Start of Block

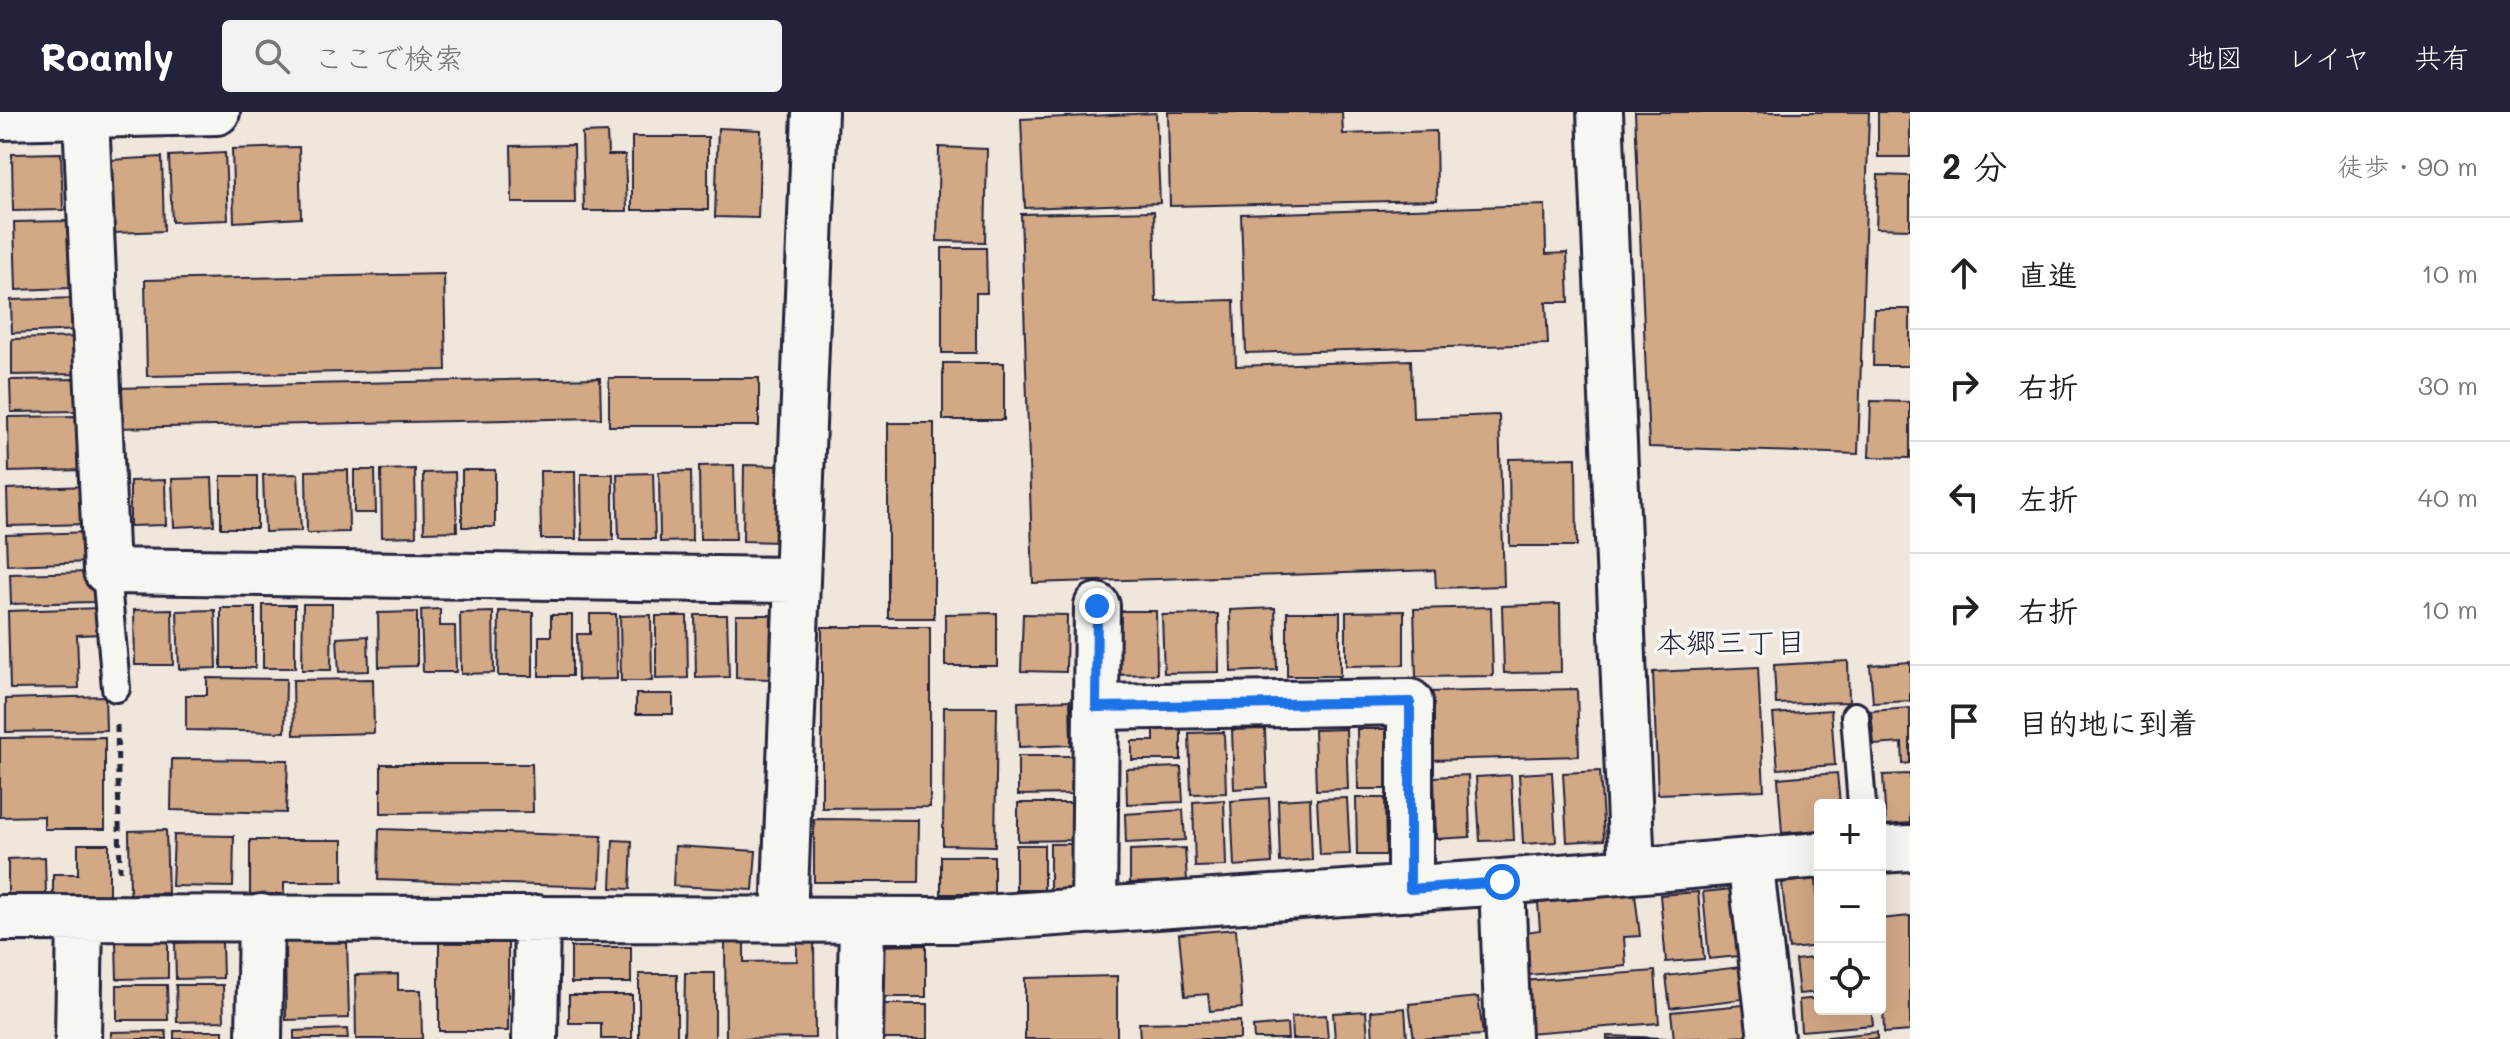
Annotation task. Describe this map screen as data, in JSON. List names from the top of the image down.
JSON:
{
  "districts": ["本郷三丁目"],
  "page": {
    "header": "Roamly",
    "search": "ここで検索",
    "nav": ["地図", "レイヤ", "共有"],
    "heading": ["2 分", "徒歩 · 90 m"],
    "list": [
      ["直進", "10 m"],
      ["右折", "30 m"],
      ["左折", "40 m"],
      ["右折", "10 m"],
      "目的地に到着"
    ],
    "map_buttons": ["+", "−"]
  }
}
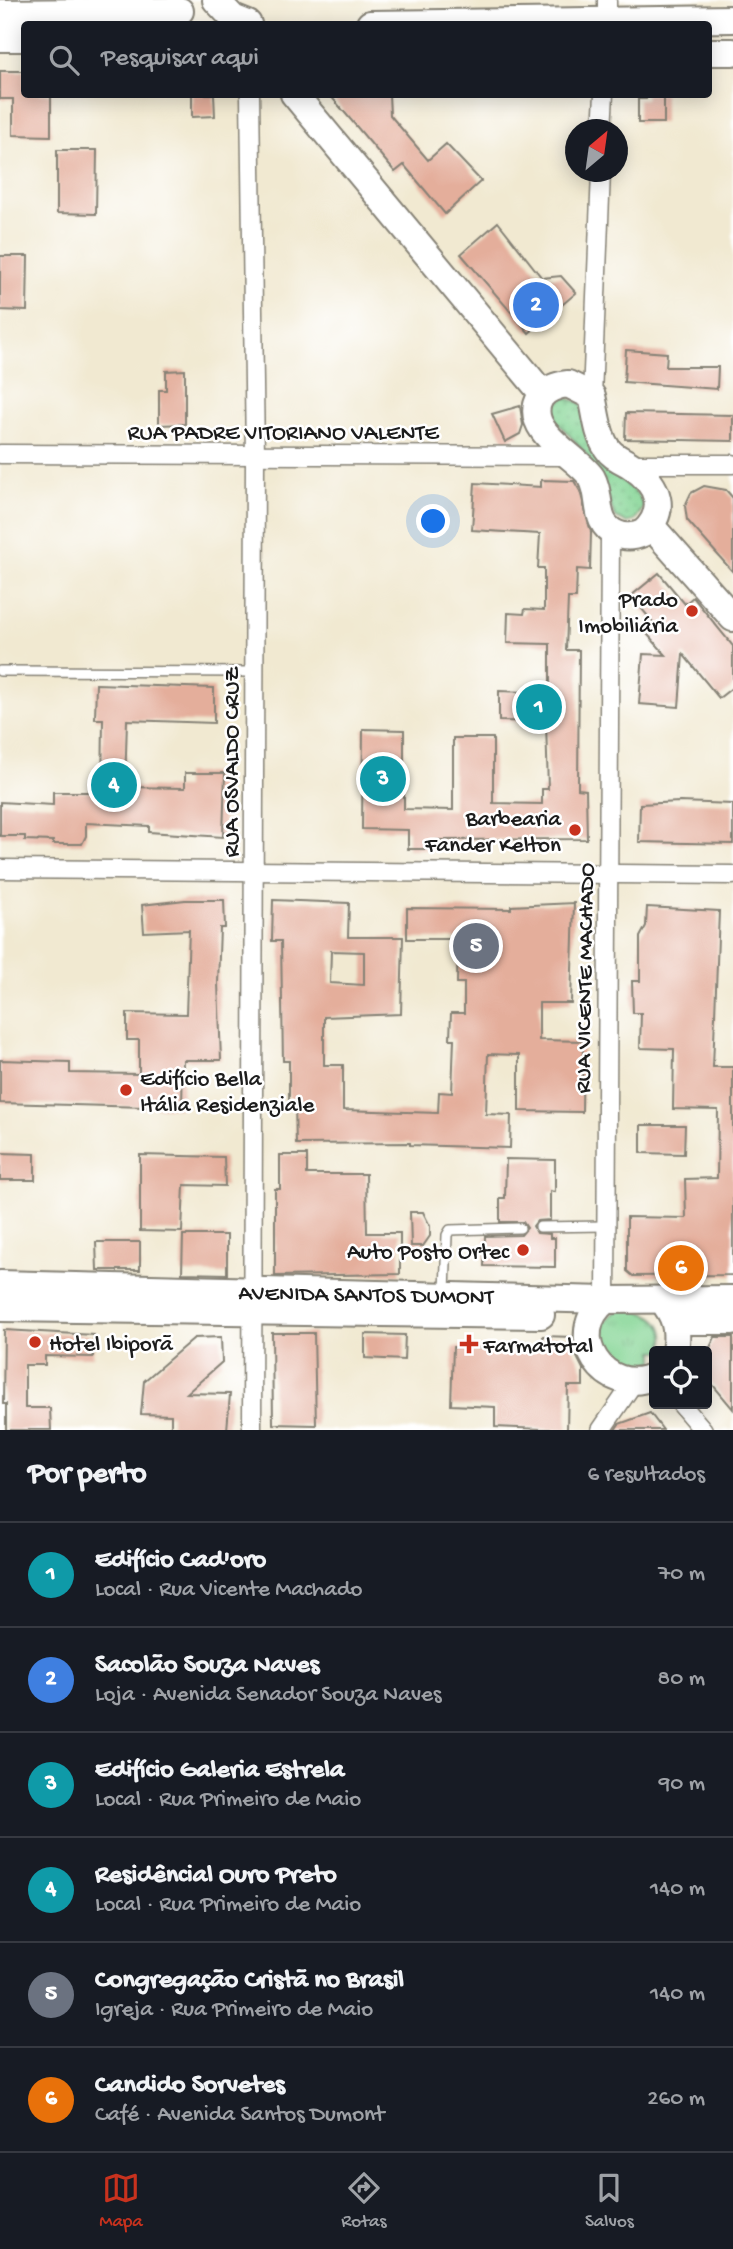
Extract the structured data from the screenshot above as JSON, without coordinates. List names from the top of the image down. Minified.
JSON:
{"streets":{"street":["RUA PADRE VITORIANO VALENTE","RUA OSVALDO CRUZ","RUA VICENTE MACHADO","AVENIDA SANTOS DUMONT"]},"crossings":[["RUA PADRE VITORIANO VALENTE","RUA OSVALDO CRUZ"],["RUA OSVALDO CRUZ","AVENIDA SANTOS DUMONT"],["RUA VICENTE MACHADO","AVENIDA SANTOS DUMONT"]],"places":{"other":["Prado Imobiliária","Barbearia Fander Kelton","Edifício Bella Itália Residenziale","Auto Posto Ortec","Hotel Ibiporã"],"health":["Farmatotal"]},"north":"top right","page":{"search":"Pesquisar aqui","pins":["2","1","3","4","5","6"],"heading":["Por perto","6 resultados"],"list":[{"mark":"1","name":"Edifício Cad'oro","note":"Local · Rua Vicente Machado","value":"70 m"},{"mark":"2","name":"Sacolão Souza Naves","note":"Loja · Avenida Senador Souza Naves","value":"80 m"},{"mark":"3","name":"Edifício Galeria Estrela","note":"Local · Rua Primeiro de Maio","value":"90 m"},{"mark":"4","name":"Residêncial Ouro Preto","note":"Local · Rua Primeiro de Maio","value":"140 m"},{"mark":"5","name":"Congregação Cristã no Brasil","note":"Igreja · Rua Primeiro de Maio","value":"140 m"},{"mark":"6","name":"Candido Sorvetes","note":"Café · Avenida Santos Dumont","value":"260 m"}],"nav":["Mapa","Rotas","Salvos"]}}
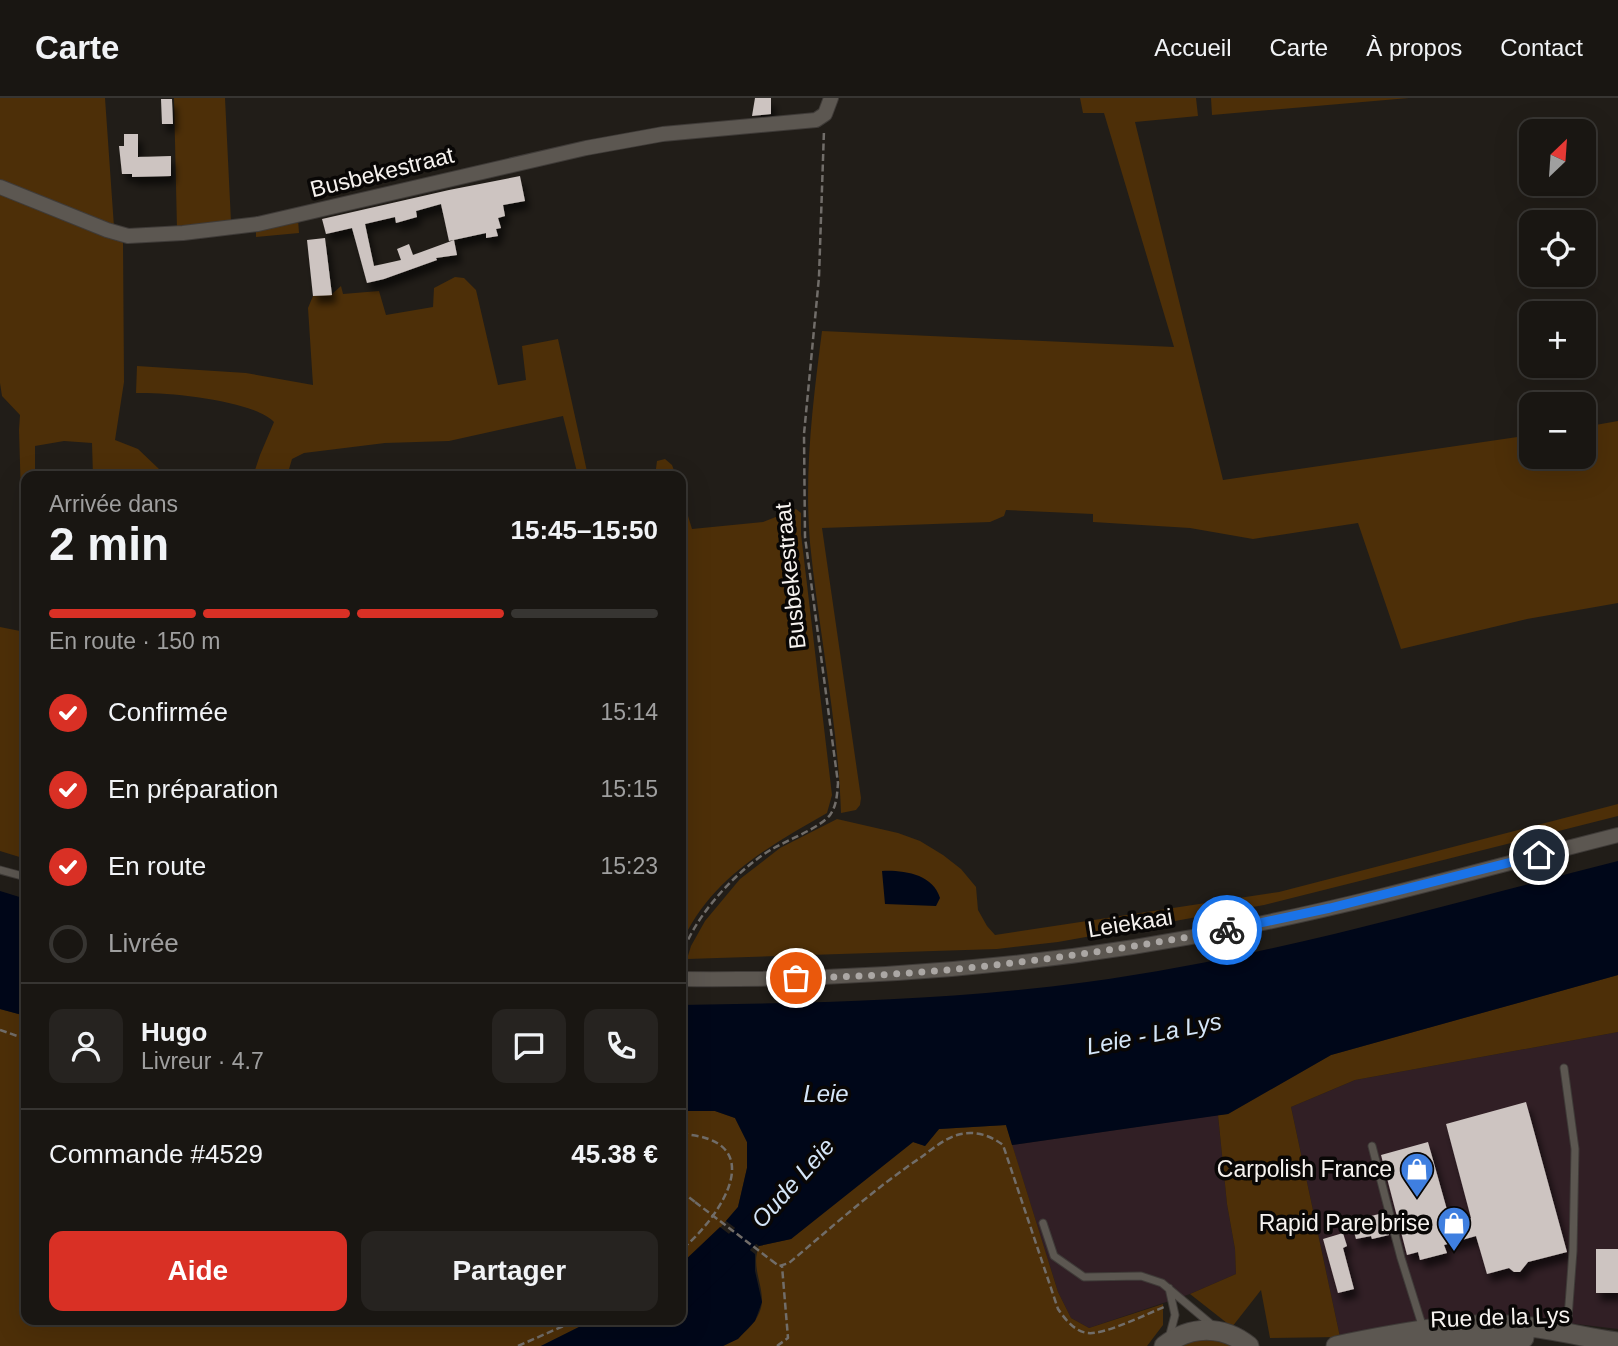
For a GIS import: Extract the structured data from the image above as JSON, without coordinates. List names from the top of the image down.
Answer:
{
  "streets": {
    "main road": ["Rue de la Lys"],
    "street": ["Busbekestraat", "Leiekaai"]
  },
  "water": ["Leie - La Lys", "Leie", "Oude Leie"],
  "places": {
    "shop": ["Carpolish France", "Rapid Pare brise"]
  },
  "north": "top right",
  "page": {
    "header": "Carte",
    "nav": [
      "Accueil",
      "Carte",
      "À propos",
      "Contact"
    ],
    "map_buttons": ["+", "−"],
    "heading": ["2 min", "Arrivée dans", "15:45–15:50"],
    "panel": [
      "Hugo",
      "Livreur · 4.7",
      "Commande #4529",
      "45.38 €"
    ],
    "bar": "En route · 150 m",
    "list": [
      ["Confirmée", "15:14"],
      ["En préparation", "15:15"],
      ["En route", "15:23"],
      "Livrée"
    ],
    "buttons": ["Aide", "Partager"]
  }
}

End of Block

[Directions] If a line in the entries holds the string "coordinates", copy it.

[Solution for this exercise]
Extract the structured data from the screenshot above as JSON, without coordinates. List names from the top of the image down. Minified.
For a GIS import: Extract the structured data from the image above as JSON, without coordinates. List names from the top of the image down.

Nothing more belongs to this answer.